Professional issues and work practices
- Mutually agreed ethics, especially for client confidentiality.
- Providers should agree on minimum standards of service provision, rules on level playing field, accountability, clarity in roles and functions. There should also be consistent scrutiny and evaluation procedures.
End of session general discussion
The facilitator pointed out that this discussion should be in light of public statements made by the Attorney-General that services will be moved from one sector to another. Comment was made that the Attorney-General has the authority and right to determine public policy in this area. There was also acknowledgment that some of these issues had already been canvassed in the submissions to the Department's discussion paper and so were in the process of being considered. Questions to be considered for this discussion included:
- What, if any, dispute resolution services should be moved?
- If so, on what time schedule?
- If so, with what funding for whom?
- If so, managed by whom?
- If so, into what location?
As discussed in the meeting overview there was some thought that extensive research is needed to answer these kinds of questions precisely. Even if research data points to the need for change, this should be achieved through pilot programs with minimum initial disruption to services. However, care is needed with pilots as they can be of excellent design but impossible to replicate in reality i.e. 'rolls royce' pilots.
The Departmental discussion paper identified three problems with services:
- not enough accessibility
- cost too high - contestability issue
- lack of cross referral across the family law system because of a lack of integration.
Some members felt that the Departmental paper included a number of untested assumptions such as:
- the fact that the Family Court Counselling and Mediation Service is attached to the court leads to the assumption that people are directed into litigation;
- that you can reduce the numbers of people requiring judicial determination given that the population accessing these services is approximately only 5%;
- that you can reduce the numbers of people filing applications; and
- that transparency of the Family Court budget is needed.
NEXT DECADE OF RESEARCH
The facilitator had framed the questions numbered below based on his knowledge of international and national research in the area of dispute resolution services. He suggested that these were key questions falling out of that research for the next decade about the provision of dispute resolution services.

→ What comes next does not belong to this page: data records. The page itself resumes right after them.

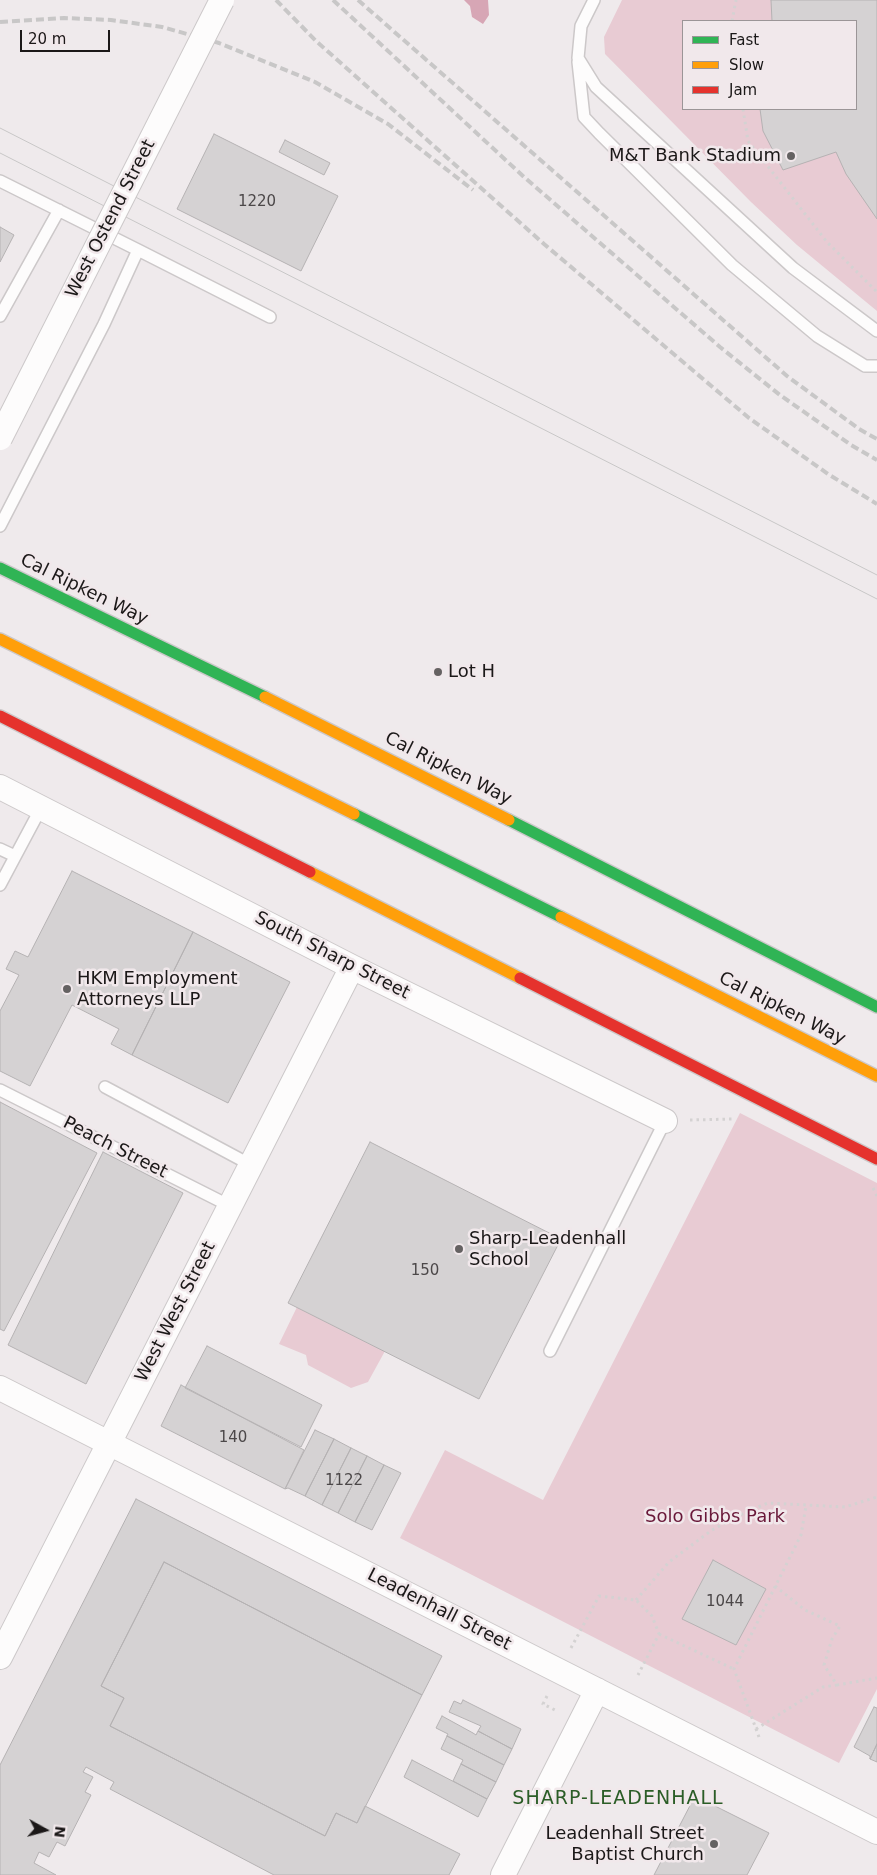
<!DOCTYPE html>
<html>
<head>
<meta charset="utf-8">
<style>
	body { margin:0 }
	#map { position:relative; width:877px; height:1875px; overflow:hidden; background:#efeaec; font-family:"DejaVu Sans",sans-serif }
	canvas { display:block }
	.legend { position:absolute; left:682px; top:20px; width:175px; height:90px; box-sizing:border-box; background:#f1e8eb; border:1px solid #9b9597; margin:0; padding:6px 9px; list-style:none; font-size:15px; color:#1b1818 }
	.legend li { display:flex; align-items:center; gap:10px; height:25px }
	.legend b { width:25px; border:1px solid #9b9597 }
	.north { position:absolute; left:20px; top:1805px; width:50px; height:50px; -webkit-text-stroke:4px #f1e8eb; paint-order:stroke; rotate:97deg; font-size:14px; font-weight:700; line-height:20px; text-align:center; color:#1b1818 }
	.north::after { content:''; display:block; margin:auto; width:18px; height:22px; background:#1b1818; clip-path:polygon(50% 0,100% 100%,50% 72%,0 100%) }
	.scale { position:absolute; left:20px; top:30px; width:90px; height:22px; box-sizing:border-box; border:2px solid #1b1818; border-top:0; padding-left:6px; font-size:15px; line-height:18px; white-space:nowrap; color:#1b1818; -webkit-text-stroke:4px #f1e8eb; paint-order:stroke }
</style>
</head>
<body>
<div id="map">
<canvas width="877" height="1875"></canvas>
<ul class="legend">
<li><b style="height:6px;background:#30b455"></b>Fast</li>
<li><b style="height:6px;background:#ff9f0a"></b>Slow</li>
<li><b style="height:6px;background:#e5322d"></b>Jam</li>
</ul>
<div class="north">N</div>
<div class="scale">20 m</div>
</div>
<script>
const ctx = document.querySelector('canvas').getContext('2d');
ctx.lineJoin = 'round';
function fill(path, color) { ctx.fillStyle = color; ctx.fill(path, 'evenodd'); }
const toPath = rows => new Path2D(rows.map(r => 'M' + r).join(''));
function strokePath(path, color, width, dash) { ctx.strokeStyle = color; ctx.lineWidth = width; ctx.lineCap = dash ? 'butt' : 'round'; ctx.setLineDash(dash || []); ctx.stroke(path); }
function drawText(font, color, halo, rows, align = 'center') {
  ctx.font = font + ' "DejaVu Sans",sans-serif'; ctx.lineWidth = 5; ctx.setLineDash([]); ctx.textBaseline = 'middle'; ctx.strokeStyle = halo; ctx.fillStyle = color; for (const [text, x, y, turn = 0] of rows) {
    ctx.save(); ctx.translate(x, y); ctx.rotate((+turn || 0) * Math.PI / 180); ctx.textAlign = isNaN(turn) ? turn : align; if (halo) ctx.strokeText(text, 0, 0); ctx.fillText(text, 0, 0); ctx.restore();
  }
}
fill(toPath([
	[622,0,877,0,877,311,797,245,751,202,605,54,604,37],
	[683,21,856,21,856,109,683,109],
	[740,1113,877,1183,877,1689,839,1763,400,1538,445,1450,543,1500],
	[297,1307,385,1351,368,1382,351,1388,308,1365,306,1355,279,1344]
]), '#e8cbd3');
fill(toPath([
	[464,0,488,0,489,15,483,24,472,17,470,6]
]), '#d7a6b5');
const building = toPath([
	[771,0,877,0,877,219,846,174,836,152,783,170,763,131,760,109,856,109,856,21,772,21,771,0],
	[214,134,338,196,301,271,177,209,214,134],
	[285,140,330,163,324,175,279,152,285,140],
	[0,227,14,235,0,262,0,227],
	[72,871,193,932,132,1055,111,1044,119,1029,72,1005,30,1086,0,1071,0,1011,19,975,6,969,15,951,28,957,72,871],
	[193,932,290,982,228,1103,132,1055,193,932],
	[0,1102,97,1153,4,1331,0,1329,0,1102],
	[370,1142,561,1239,479,1399,288,1303,370,1142],
	[103,1152,183,1193,86,1384,8,1345,103,1152],
	[207,1346,322,1405,301,1447,185,1388,207,1346],
	[181,1385,304,1450,285,1489,161,1426,181,1385],
	[315,1430,334,1439,305,1496,288,1488,285,1489,315,1430],
	[334,1439,351,1448,322,1505,305,1496,334,1439],
	[351,1448,367,1456,338,1513,322,1505,351,1448],
	[367,1456,384,1465,355,1522,338,1513,367,1456],
	[384,1465,401,1473,372,1530,355,1522,384,1465],
	[136,1499,442,1656,422,1695,164,1562,101,1686,124,1698,110,1726,325,1836,336,1813,357,1823,365,1806,460,1854,449,1875,274,1875,110,1789,114,1782,86,1767,83,1772,93,1777,85,1792,91,1795,65,1846,57,1842,49,1857,39,1852,34,1863,56,1875,0,1875,0,1765,136,1499],
	[713,1560,766,1589,736,1645,682,1619,713,1560],
	[164,1562,422,1695,357,1823,336,1813,325,1836,110,1726,124,1698,101,1686,164,1562],
	[463,1700,521,1729,512,1749,478,1731,481,1726,449,1712,454,1701,461,1704,463,1700],
	[874,1707,877,1708,877,1744,870,1759,870,1756,854,1747,874,1707],
	[442,1716,473,1733,476,1735,478,1731,512,1749,504,1765,447,1736,448,1734,436,1728,442,1716],
	[447,1736,504,1765,496,1782,461,1764,463,1760,441,1749,447,1736],
	[877,1744,877,1762,870,1759,877,1744],
	[412,1760,487,1799,478,1817,404,1777,412,1760],
	[461,1764,496,1782,487,1799,453,1781,461,1764],
	[695,1796,769,1833,747,1875,654,1875,695,1796]
]);
fill(building, '#d5d2d3');
strokePath(building, '#b5b2b3', 1);
const lane = toPath([
	[594,0,581,26,578,58,596,87,793,268,877,331],
	[578,62,584,117,599,133,732,265,817,336,865,366,877,366],
	[0,181,138,250],
	[0,316,59,210],
	[0,526,104,324,138,250,270,317],
	[0,849,15,856],
	[0,885,41,808],
	[105,1087,251,1165],
	[0,1090,230,1206],
	[550,1351,665,1121]
]);
const street = toPath([
	[0,787,352,967,665,1121],
	[0,1388,877,1832],
	[0,1657,352,967],
	[503,1875,597,1690]
]);
const fast = toPath([
	[0,568,265,697],
	[354,814,561,917],
	[509,820,877,1007]
]);
const slow = toPath([
	[0,639,354,814],
	[265,697,509,820],
	[310,872,520,978],
	[561,917,877,1076]
]);
const jam = toPath([
	[0,716,310,872],
	[520,978,877,1159]
]);
strokePath(lane, '#ccc8c9', 14);
strokePath(street, '#ccc8c9', 26);
strokePath(fast, '#ccc8c9', 14);
strokePath(slow, '#ccc8c9', 14);
strokePath(jam, '#ccc8c9', 14);
strokePath(toPath([
	[732,21,736,0],
	[743,109,748,141,827,242,877,292],
	[690,1120,732,1119],
	[873,1188,877,1196],
	[775,1586,805,1610,840,1626,832,1639,824,1665,837,1685,877,1678],
	[636,1600,669,1562,712,1530,748,1511,768,1503,845,1507,877,1497],
	[659,1634,734,1669],
	[571,1648,599,1596,636,1600,652,1616,659,1634,638,1675],
	[547,1696,543,1704,557,1711],
	[756,1729,823,1687,837,1685],
	[759,1737,734,1669,801,1535,806,1506]
]), '#d4d2d2', 3, [2.5, 4]);
strokePath(lane, '#fdfcfc', 11);
strokePath(street, '#fdfcfc', 24);
strokePath(fast, '#30b455', 11);
strokePath(slow, '#ff9f0a', 11);
strokePath(jam, '#e5322d', 11);
strokePath(toPath([
	[0,128,877,575],
	[0,153,877,599]
]), '#c8c7c7', 1);
strokePath(toPath([
	[276,0,316,41,544,244,749,418,828,474,877,504],
	[333,0,524,177,720,347,780,395,851,445,877,460],
	[358,0,787,376,859,429,877,439],
	[0,22,64,18,111,20,162,27,219,43,315,82,388,124,473,190]
]), '#c8c7c7', 4, [8, 4]);
const streetBridge = toPath([
	[0,438,222,0]
]);
strokePath(streetBridge, '#ccc8c9', 26, []);
strokePath(streetBridge, '#fdfcfc', 24);
for (const [x, y, r, color] of [
	[791,156,5,"#656262"],
	[438,672,5,"#656262"],
	[67,989,5,"#656262"],
	[459,1249,5,"#656262"],
	[714,1844,5,"#656262"]
]) { const dot = new Path2D(); dot.arc(x, y, r, 0, 2 * Math.PI); ctx.fillStyle = color; ctx.fill(dot); strokePath(dot, '#f1e8eb', 2); }
drawText('15px', '#4c4849', null, [
	["1220",257,202],
	["150",425,1271],
	["140",233,1438],
	["1122",344,1481],
	["1044",725,1602]
]);
drawText('18px', '#1b1818', '#f1e8eb', [
	["M&T Bank Stadium",781,156,"right"],
	["Lot H",448,672],
	["HKM Employment",77,979],
	["Attorneys LLP",77,1000],
	["Sharp-Leadenhall",469,1239],
	["School",469,1260],
	["Leadenhall Street",704,1834,"right"],
	["Baptist Church",704,1855,"right"]
], 'left');
drawText('18px', '#1b1818', '#f1e8eb', [
	["West Ostend Street",111,219,-63],
	["Cal Ripken Way",84,590,26],
	["Cal Ripken Way",448,769,27],
	["South Sharp Street",332,956,27],
	["Cal Ripken Way",782,1009,27],
	["Peach Street",115,1148,27],
	["West West Street",176,1312,-63],
	["Leadenhall Street",439,1610,27]
]);
drawText('18px', '#691839', '#f1e8eb', [
	["Solo Gibbs Park",715,1517]
]);
ctx.letterSpacing = '1px';
drawText('19px', '#2b5d27', '#f1e8eb', [
	["SHARP-LEADENHALL",618,1799]
]);
ctx.letterSpacing = '0px';
</script>
</body>
</html>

These key questions are similar to those issues and questions raised by the Attorney-General in his letter of 20 March 1998 to the Family Services Council and the Family Law Council. Attendees at the preliminary joint meeting reframed the Attorney's issues and questions for the purpose of the joint meeting and these are listed at pages 5 and 7 of the Report.
Key Questions
1. Can a helpful taxonomy (catalogue) of Dispute Resolution services be developed?
For example types of;
- interviewing
- assisted negotiation
- lawyering
- therapy
- mediation
- decision-making
2. What do successful Dispute Resolution practitioners actually do? (beyond myths, models and propaganda)
3. How can diagnosis be improved - right clients to right service more often?
4. How can the effectiveness or "success" of different Dispute Resolution services be compared accurately?
5. How can Dispute Resolution services be marketed more effectively?
6. What are the cultures and behaviours of gatekeepers to Dispute Resolution services?